Claves
- Javier Milei y su relación con la Iglesia
- Posible visita del papa León XIV a Argentina
- Tensiones entre el gobierno y el arzobispado
El presidente que esquiva el altar
Javier Milei no pisó la Catedral de Buenos Aires el 25 de mayo. Tampoco asistió al Tedeum en Córdoba. Dos gestos que, en Argentina, equivalen a enviar un mensaje: la Iglesia no está en su lista de prioridades. Pero hay un detalle que rompe el patrón: el presidente habla con entusiasmo de una posible visita del papa León XIV al país. ¿Cálculo político o cambio de rumbo?
La visita que podría cambiar el juego
Córdoba ya se prepara. Según TN, Milei mencionó la "probable" llegada del pontífice a la ciudad mediterránea, mientras Sandra Pettovello cerraba una agenda en el Vaticano que incluyó un encuentro con León XIV. La Voz del Interior confirmó los movimientos: la ministra de Capital Humano buscó abrir canales directos con Roma. No es un dato menor: en un gobierno que ha mantenido distancia con la jerarquía eclesiástica, estos gestos suenan a intento de acercamiento.
Pero hay un problema. El papa no visita un país solo por invitación. Lo hace cuando hay condiciones. Y hoy, esas condiciones parecen frágiles.
El Tedeum que encendió la mecha
Bertie Benegas Lynch no midió palabras. En un artículo publicado por La Nación, el diputado criticó con dureza al arzobispo Jorge García Cuerva por su discurso en el Tedeum, donde el prelado habló de "terrorismo de las redes". Milei respondió, pero lo hizo con un tono que dejó claro el malestar: no era una réplica, sino un aviso.
El episodio resume la tensión actual. La Iglesia argentina, acostumbrada a ser escuchada, choca con un gobierno que no tolera sermones. Y aunque León XIV podría ser un puente, el puente tiene grietas.

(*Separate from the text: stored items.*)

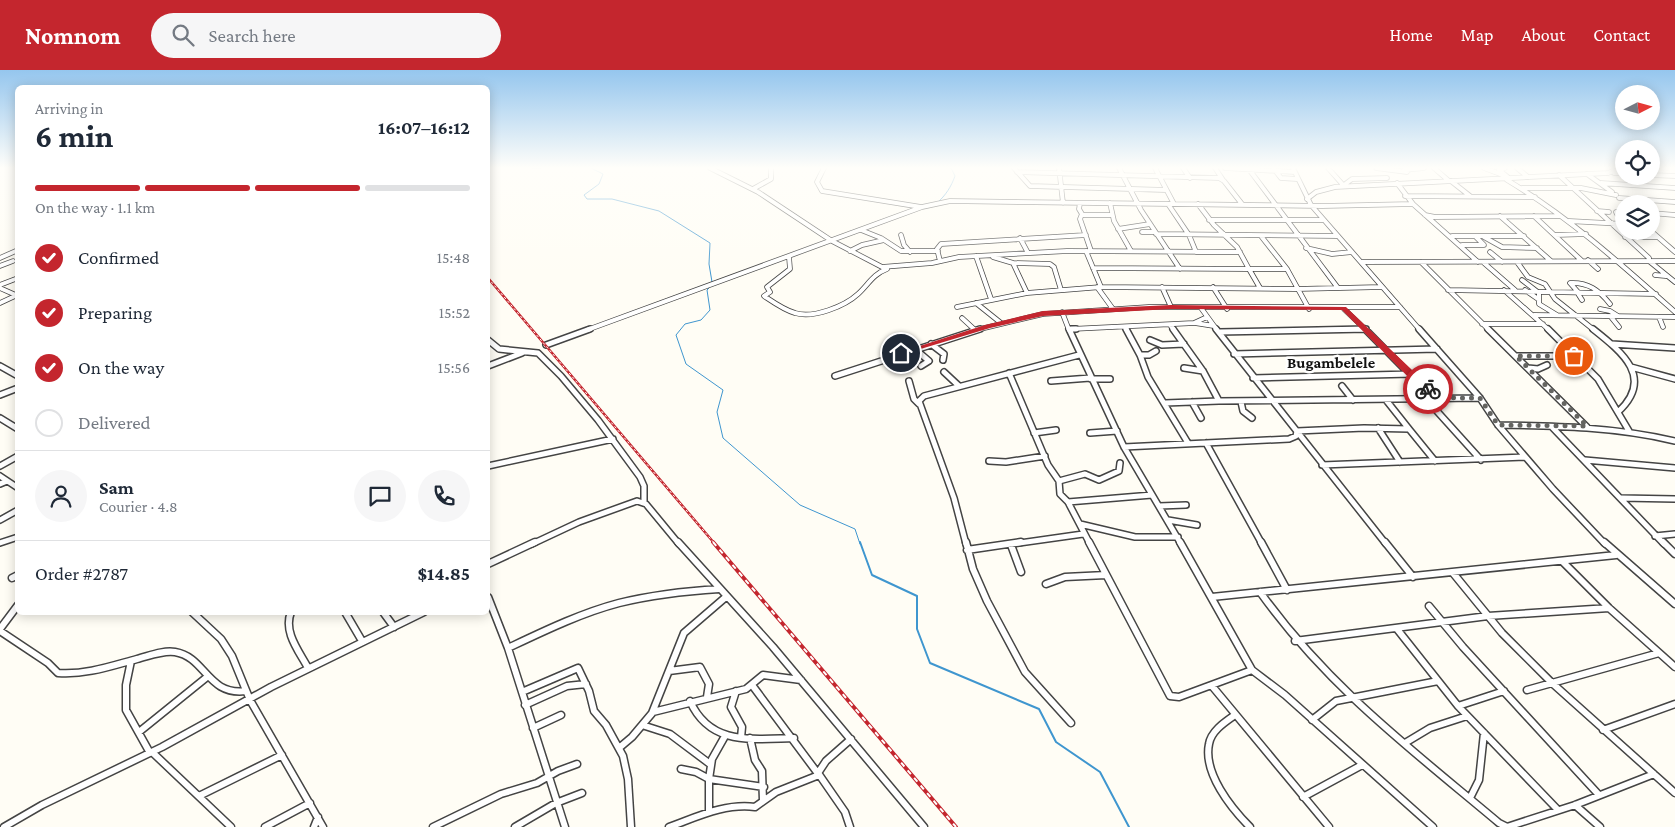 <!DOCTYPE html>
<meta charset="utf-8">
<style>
:root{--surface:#fff;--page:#f6f6f7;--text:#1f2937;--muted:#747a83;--line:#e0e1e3;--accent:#c4262e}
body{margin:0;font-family:"Crimson Pro",serif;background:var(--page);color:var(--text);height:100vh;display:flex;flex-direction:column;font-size:19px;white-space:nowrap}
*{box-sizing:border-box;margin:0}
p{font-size:16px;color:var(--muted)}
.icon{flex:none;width:28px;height:28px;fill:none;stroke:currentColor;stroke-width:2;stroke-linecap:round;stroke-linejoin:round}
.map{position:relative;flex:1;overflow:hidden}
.drawer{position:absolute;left:15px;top:15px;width:475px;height:530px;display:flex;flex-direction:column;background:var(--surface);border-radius:8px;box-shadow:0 2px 12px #0003}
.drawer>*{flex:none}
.needle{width:32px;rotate:84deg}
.controls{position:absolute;left:1615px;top:15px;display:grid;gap:10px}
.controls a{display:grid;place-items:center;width:45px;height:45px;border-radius:50%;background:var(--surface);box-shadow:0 2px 12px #0003;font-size:25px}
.pin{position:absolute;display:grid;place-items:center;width:42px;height:42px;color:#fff;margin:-21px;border:2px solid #fff;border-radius:50%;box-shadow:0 1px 5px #0007}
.courier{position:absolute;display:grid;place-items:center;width:50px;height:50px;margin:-25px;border:4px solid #c4262e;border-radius:50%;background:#fff;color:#222;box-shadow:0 1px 6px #0007}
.head em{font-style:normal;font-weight:700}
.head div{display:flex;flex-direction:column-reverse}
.head{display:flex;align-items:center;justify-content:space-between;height:85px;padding:0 20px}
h1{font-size:32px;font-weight:700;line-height:38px}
.bar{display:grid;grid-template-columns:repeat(4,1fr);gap:8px 5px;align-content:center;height:60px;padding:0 20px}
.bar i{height:6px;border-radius:4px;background:var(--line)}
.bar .on{background:var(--accent)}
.bar p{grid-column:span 4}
.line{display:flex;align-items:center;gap:12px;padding:0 20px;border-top:1px solid var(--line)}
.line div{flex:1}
.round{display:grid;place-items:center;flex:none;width:52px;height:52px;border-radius:26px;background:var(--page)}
ol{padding:0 20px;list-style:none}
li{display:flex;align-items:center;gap:15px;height:55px}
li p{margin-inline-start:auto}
li .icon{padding:5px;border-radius:50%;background:var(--accent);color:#fff;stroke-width:4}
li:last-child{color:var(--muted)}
li i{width:28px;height:28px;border:2px solid var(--line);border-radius:50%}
header{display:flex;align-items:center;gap:30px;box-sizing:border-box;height:70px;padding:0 25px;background:var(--accent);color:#fff}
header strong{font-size:24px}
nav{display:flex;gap:28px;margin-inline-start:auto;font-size:18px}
.search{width:350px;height:45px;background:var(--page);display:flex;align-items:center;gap:12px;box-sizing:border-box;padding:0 18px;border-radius:28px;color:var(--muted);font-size:19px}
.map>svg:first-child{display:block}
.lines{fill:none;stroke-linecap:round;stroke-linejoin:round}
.stream-far1{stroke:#3f96cf;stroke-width:1}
.stream{stroke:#3f96cf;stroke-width:2}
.minor-far2-casing{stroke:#444;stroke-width:5.5}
.minor-far1-casing{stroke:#444;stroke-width:8}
.minor-casing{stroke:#444;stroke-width:9}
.minor-far2{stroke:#fff;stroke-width:4}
.minor-far1{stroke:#fff;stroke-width:5}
.minor{stroke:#fff;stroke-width:6}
.rail-far1-casing{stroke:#c4262e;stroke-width:2.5}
.rail-casing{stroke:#c4262e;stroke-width:4}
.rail-far1{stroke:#fff;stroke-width:1;stroke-dasharray:2.5;stroke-linecap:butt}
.rail{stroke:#fff;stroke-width:2;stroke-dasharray:5;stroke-linecap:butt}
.route{fill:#c4262e}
.done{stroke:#646461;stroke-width:5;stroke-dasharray:0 9}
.labels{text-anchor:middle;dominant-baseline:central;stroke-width:5;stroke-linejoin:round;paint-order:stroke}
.quarter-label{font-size:16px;font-weight:bold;fill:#111;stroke:#fff}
</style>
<header>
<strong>Nomnom</strong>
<div class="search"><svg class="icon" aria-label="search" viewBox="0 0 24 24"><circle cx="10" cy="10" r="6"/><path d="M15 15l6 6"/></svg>Search here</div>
<nav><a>Home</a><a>Map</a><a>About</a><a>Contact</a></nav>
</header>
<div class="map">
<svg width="1675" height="757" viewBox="0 0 1675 757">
<rect width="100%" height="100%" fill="#fffdf5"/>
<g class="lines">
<path class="stream-far1" d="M532,98H540
M591,98L603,104L599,114L584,125L587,129H612L659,141L710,173L709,194L712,212
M937,133C946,125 951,117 955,106L951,98
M710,217L707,220L710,240L701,250L685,254L676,265L686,294L723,320L717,342L723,368L800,435L855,459L860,474"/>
<path class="stream" d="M860,472L872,505L917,526V559L930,593L1039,639L1056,672L1100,702L1129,757"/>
<defs>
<path id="minor-far2" d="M710,98L758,122L832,171L882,197L932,193L959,187L1067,181L1240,182
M824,98L817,112L822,121L921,137
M1014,98L1030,116L1166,120
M1059,98L1063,133
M1119,98L1141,140L1180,199
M1155,98L1174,134
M1183,98L1190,108
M1215,98L1223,110
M1225,98L1295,102
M1248,98L1338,218
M1293,98L1311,135L1420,260
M1328,98L1344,116
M1376,98L1407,102
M1434,98L1449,111
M1484,98L1503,105
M1505,98L1499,100L1510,109
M1517,98L1528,107
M1274,99L1281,108L1297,109
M1404,100L1424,98
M1017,102L1219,108L1224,111L1242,134
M1614,103H1624
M1587,104L1612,122
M1559,105L1649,188V191L1675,212
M1651,105L1675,106
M1628,106L1639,115
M1507,110C1569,147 1621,194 1675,242
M1451,111L1470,126
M1397,113L1413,134L1478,192
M1601,113L1675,118
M1347,116L1344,115L1352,109L1387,108
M1522,118H1581L1616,125
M753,119L771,109V98
M1405,126L1535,127
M1619,128L1675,132
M1307,129L1316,122L1335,117L1608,103L1622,98
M1080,133L1079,139L1082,144L1080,149L1091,181
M1110,133L1114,151L1131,181
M1168,134L1189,165L1196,182
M1198,134L1214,155L1237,177L1249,199H1287L1309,239
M1597,141L1609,142
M1651,143L1675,145
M1617,144L1616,142L1624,141
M1082,145H1112
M1425,145L1435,147L1559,146
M1500,146L1551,191
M1534,146L1581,190
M1209,150H1324
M1569,151L1624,154
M1118,159L1150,154
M861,160L881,168L901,181H938
M1651,161L1675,182
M1142,162H1155
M1156,164L1338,166
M901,165L904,175L910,182
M1555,165L1586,164
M1261,166L1287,199
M1452,166H1524
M1484,167L1502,177L1537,178
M1625,167H1657
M1020,168L1028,183
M1462,175H1484L1476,167
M1306,178L1332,184L1352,182
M850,181L862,175L884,170
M1086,181L1101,217
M1490,182L1502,192
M976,186L991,229
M789,187L790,199L767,217L770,222L764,226C773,232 784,240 795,243C813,249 845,236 858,224C868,215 873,204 887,199
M993,187L1013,193L1027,223
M0,188L18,180
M1588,190L1598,199
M940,191L937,179L941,174L1086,165
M1362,192L1675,191
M1421,192L1489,260
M1517,192L1528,207L1545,214L1555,229L1594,260
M1013,193L1050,194L1054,197L1061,220
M1484,193L1515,220
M0,196L13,191
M1093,198L1249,199L1260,218
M1655,205L1666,206
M1522,210L1539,223V234L1557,245
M0,215L18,208
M1097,217L1113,239
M1162,217L1171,237
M1213,217L1227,239
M0,218L18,226
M1448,220L1656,224
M1504,220L1549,260
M1525,220L1538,229
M1577,222L1582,230
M1578,222L1570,213C1588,212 1599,220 1610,234
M0,233L15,226
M976,233L1001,253
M957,237L1027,223L1101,217L1296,219L1382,217
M1201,238L1217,260
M1344,239L1366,260
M1600,239L1610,241L1618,246
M1062,242L1069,260
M1534,245L1675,247
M1611,247L1619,257
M1659,247L1663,257
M962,248L975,260
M1195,253L1214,256
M1482,254H1543
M1170,255L1174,260
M1125,257L1127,260
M1071,259L1194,253L1207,247
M587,260L922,137L950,131L1322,136L1413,134
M976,260L1043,244L1149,237H1400
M1318,260L1366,259"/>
<path id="minor-far1" d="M1069,259L1124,377L1181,474
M1071,259H1076
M1126,259L1140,285L1148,307L1188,373
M1173,259L1203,301L1219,331L1480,328
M1216,259L1386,474
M1365,259L1433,328
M1419,259L1480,328L1498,355L1553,419L1605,474
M1488,259L1587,357
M1548,259L1598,309L1629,361
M1593,259C1622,282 1655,308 1618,342
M1219,262L1366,259
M488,270L499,279L538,283L561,306L598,350L640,407L644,416V432
M1150,270L1162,275L1184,274
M931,274L944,284L943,290
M1612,274L1675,278
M546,275L590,259
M915,279L929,291L921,296
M1234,284L1437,279
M1140,285H1149L1156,281
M1516,286H1574
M0,296L18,306
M488,296L522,283
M1631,297L1675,309
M1184,298L1203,301
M1528,298L1538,299L1547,295
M944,302L959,316
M1009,303L1048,395L1059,411L1060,424L1068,432L1090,474
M835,306L980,259
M1253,308L1411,304
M1091,309H1110
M909,311L914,329L919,334
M1051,311L1090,308
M1342,316L1353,330
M1426,318L1448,327
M0,325L18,318
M1426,329L1481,390
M1192,332L1201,348
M1241,332L1243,341L1252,348
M1165,333L1219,331
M0,348L18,359
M1498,355C1558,356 1616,357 1675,371
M1552,357L1664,474
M1378,358L1400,392
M1409,359L1435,391
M1034,363L1056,360
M1090,363L1117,361
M1206,373L1262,474
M1124,377L1289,369L1296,366L1297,361L1364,358L1409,359L1386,330
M1585,390L1675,398
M989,391L1006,392L1045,386
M1322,395L1525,387
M0,396L18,386
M488,396L613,369
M0,406L18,418
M1059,411L1085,404L1099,410L1119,401L1120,393
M0,414L7,411
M1621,428L1675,429
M1068,432L1152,425
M1159,436L1186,435
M0,450L18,440
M1168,450L1197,455
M1080,454L1135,467H1178
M1655,466L1675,464
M0,473L18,467
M532,474L579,452L637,431L646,434L679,474
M966,474L954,428L919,331L924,326L1079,285
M1012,474L1083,464"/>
<path id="minor" d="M678,472L773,577L924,757
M966,472L973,499L987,531L1025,602L1071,653
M1089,472L1170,626L1179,627L1252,600
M1180,472L1252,600L1285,625L1433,757
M1261,472L1287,520
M1385,472L1413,507
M1604,472L1675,534
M1663,472L1675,484
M1011,475L1021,502
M967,480L1021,472
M1562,491L1609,538L1675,597
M488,494L535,472
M1453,503L1502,563L1552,613L1675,723
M12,508L18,505
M1046,514L1065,507L1106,505
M1260,522C1328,617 1411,679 1499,753L1507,757
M488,527L508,578L565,757
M1212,527L1616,485
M1429,536L1463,577L1599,725
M192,542L221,569L232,586L250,630L323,757
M291,542C283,562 299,581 308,598
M345,542L362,571
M383,542L394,557
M0,559L18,535
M1397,559L1458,636L1558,740
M0,561L48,593L58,603C86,605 111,596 137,589C149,586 163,580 175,582C206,587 207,626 246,621
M1295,571L1488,546L1609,538
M508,578C544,561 581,543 619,533C652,525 686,521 719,519
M131,591L126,615V640L150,683
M669,601L700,597L709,614L707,627
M1212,616L1329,757
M1527,620L1659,583
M736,621L731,637L742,657L741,668
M522,622L578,598L589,621L594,641L606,655L623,686L628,709L631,757
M690,631C710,676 752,669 794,668
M525,635L567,616L586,614
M1458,636L1504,621
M652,643L684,563L727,526
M1235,645C1225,652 1211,661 1209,674C1203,703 1231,738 1250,757
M1312,650L1336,631L1438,611
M642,655L670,664L710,694
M533,658L561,645
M1603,660L1675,634
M139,662L207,607
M725,666L712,689L709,709L764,717
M750,668L755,690L762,701L763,731
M1405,673L1430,658L1467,646
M619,678L632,667L653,642L746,619L763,605L801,610
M152,682L231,757
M681,699L696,702L709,709V742
M199,726L282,685
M1303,727L1362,695
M1470,728L1479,710L1484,663
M1575,735L1600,757
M4,757L42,735L162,677L271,617L424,542
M265,757L310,733
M314,757L318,747
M433,757L501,724L537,713L558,701L577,694
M515,757L556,733L582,723
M669,757C697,747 725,733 755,737L776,722L819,705L752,615
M850,757L845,742L818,703L826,691L851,669
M1507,757L1575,735L1654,704"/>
</defs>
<use href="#minor-far2" class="minor-far2-casing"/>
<use href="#minor-far1" class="minor-far1-casing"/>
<use href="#minor" class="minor-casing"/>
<use href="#minor-far2" class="minor-far2"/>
<use href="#minor-far1" class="minor-far1"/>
<use href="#minor" class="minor"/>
<defs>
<path id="rail-far1" d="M488,208L715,474"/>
<path id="rail" d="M713,472L956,757"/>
</defs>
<use href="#rail-far1" class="rail-far1-casing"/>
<use href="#rail" class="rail-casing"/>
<use href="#rail-far1" class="rail-far1"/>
<use href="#rail" class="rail"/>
</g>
<linearGradient id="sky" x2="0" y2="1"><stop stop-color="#95c6ee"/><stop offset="0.48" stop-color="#fffefa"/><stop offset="1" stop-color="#fffefa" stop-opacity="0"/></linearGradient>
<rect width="1675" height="204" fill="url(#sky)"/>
<path class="route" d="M1171,235L1346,237L1432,319L1428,321L1420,319L1342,240L1171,239L1043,246L990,258L904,284L898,283L985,255L1043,241Z"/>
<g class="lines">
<path class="done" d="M1428,319L1454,328H1480L1498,355L1587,356L1516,286H1574"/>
</g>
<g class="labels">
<g class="quarter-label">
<text x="1331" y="292">Bugambelele</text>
</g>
</g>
</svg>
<div class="controls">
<a><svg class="needle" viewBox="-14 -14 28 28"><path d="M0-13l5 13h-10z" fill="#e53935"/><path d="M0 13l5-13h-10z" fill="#747a83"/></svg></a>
<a><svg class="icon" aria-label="locate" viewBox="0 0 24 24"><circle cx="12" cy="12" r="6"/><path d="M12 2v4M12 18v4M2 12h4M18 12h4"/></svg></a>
<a><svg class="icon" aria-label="layers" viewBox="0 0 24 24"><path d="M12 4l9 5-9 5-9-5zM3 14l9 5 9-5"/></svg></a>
</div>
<div class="pin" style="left:1574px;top:286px;background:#ea580c"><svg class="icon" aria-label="bag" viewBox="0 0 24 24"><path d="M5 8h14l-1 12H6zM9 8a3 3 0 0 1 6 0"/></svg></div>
<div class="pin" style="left:901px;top:283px;background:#1f2937"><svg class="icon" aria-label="home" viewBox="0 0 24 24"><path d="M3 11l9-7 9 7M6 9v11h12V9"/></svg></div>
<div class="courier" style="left:1428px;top:319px"><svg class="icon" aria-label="bike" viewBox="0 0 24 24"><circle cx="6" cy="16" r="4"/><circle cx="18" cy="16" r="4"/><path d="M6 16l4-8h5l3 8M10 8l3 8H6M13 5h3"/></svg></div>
<section class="drawer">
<div class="head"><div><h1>6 min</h1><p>Arriving in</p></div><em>16:07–16:12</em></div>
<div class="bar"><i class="on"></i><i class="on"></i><i class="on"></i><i></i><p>On the way · 1.1 km</p></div>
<ol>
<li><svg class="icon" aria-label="check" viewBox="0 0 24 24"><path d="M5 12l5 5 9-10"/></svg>Confirmed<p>15:48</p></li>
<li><svg class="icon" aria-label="check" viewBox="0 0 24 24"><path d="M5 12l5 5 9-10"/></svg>Preparing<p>15:52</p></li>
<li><svg class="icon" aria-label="check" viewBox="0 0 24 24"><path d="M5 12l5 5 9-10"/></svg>On the way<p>15:56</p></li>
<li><i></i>Delivered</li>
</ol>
<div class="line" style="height:90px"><a class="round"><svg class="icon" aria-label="person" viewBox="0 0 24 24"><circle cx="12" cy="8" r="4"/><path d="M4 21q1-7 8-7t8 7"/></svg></a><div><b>Sam</b><p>Courier · 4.8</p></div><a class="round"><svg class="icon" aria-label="chat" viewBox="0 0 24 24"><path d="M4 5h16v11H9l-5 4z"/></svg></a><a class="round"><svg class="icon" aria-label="phone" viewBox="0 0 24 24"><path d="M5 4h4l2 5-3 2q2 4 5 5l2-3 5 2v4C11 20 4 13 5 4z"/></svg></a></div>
<div class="line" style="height:65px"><div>Order #2787</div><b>$14.85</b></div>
</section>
</div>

¿Un gesto vacío o un giro real?
La posible visita papal tiene dos lecturas. La primera: Milei busca oxígeno político en un momento de desgaste. Una foto con el papa siempre suma, sobre todo en un país donde el catolicismo sigue siendo un referente cultural. La segunda: es un gesto genuino, un intento de dejar atrás las fricciones.
Pero hay un tercer escenario, el más probable: que la visita no ocurra. O que, si ocurre, no cambie nada. La relación entre el gobierno y la Iglesia no se repara con un apretón de manos. Se repara con acciones, y hasta ahora, las acciones han sido escasas.
Lo único seguro es que Milei no va a ceder en lo que considera su batalla cultural. Y la Iglesia, por su parte, no va a dejar de marcar su territorio. El tiempo dirá si el papa logra tender un puente o si, como en otros conflictos, la grieta sigue abierta.